Output File Format for GSWORD

The configuration information and results are showcased in the console during execution. Additionally, We also output the results into a file named "output.txt" by default. Each query corresponds to one line of the file. To get the Q-error please run enumeration (Method 0) to get the real subgraph count and compare the "estimatefromRW" with the real count. "GPUErrorDetection" flag indicates whether the GPU is functioning properly. If there is no GPU error, the flag is 1, otherwise 0.

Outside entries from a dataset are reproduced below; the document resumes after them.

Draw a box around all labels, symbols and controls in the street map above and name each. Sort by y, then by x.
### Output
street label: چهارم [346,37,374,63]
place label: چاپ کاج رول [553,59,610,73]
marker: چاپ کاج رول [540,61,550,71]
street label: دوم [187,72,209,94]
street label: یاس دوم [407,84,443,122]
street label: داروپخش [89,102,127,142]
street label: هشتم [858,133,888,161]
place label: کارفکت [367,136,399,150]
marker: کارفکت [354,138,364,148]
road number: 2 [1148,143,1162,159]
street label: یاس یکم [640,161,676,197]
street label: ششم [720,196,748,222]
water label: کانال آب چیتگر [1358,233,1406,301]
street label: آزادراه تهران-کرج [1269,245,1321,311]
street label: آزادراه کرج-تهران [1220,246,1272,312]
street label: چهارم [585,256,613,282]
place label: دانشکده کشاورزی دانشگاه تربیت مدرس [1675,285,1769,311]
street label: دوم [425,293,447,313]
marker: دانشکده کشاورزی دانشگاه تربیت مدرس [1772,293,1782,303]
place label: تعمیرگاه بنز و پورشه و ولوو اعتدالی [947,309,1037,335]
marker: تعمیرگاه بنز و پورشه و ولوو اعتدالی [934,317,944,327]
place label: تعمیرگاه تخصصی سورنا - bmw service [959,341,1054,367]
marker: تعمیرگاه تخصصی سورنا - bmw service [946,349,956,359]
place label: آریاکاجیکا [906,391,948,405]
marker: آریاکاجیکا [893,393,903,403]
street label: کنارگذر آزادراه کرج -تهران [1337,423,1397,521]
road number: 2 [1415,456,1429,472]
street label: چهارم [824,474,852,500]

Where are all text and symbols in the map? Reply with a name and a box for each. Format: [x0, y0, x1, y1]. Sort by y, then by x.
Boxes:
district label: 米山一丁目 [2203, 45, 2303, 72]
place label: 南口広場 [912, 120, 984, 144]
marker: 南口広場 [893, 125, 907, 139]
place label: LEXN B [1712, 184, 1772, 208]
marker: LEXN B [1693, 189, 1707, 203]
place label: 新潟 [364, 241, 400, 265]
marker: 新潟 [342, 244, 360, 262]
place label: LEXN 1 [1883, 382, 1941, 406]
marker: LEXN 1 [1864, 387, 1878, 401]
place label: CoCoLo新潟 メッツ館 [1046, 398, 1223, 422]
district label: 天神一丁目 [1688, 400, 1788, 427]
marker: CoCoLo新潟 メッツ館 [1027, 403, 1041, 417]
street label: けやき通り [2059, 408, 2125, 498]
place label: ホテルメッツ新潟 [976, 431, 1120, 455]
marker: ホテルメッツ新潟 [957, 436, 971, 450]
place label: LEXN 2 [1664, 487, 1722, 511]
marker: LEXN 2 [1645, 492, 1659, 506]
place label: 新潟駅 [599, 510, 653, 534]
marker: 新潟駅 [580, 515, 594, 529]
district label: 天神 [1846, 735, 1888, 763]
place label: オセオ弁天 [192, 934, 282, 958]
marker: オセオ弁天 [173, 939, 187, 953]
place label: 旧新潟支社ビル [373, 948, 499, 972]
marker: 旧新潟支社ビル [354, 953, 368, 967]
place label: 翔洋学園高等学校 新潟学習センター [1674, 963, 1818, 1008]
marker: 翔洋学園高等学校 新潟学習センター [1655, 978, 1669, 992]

datagraph querygraph querysize numberofsamplesPerkernel numberofsamplesperblock numberofsamplesperwarp numberofBatches(only for co-processing) candidateBuildingTime samplingCost enumerationCount estimatefromRW GPUErrorDetection
OutputTerm Description
datagraph/querygraph The file name of data graph or query graph
querysize The number of nodes of the query
numberofsamplesPerkernel The number of samples are assigns to one kernel
numberofsamplesperblock The number of samples are assigns to one block
numberofsamplesPerwarp The number of samples are assigns to one warp
numberofBatches Batch numbers used in co-processing approaches
candidateBuildingTime The cost of building candidate graph
samplingCost The cost of GPU sampling
enumerationCount The real count of CPU enumeration
estimatefromRW The estimated count of RW estimator
GPUErrorDetection The flag of GPU runtime error

Datasets and Baselines

We have updated four of the datasets (dblp, yeast, hprd, wordnet) and their corresponding queries utilized in the paper, and they can now be accessed in the "dataset/datasets.zip". Due to the large space of the datasets, we do not upload the rest datasets to the repo. However, we will provide Google Drive links for downloading these datasets upon publication. One can find the two baseline implementations, gcare and nextDoor by clicking the provided links.

How to cite

Please cite our paper, if you use our source code. Chang Ye,Yunchen Li, Shixuan Sun and Wentian Guo. 2024. gSWORD: GPU-accelerated Sampling for Subgraph Counting. PACMMOD 2, 1 (2024), 33–59.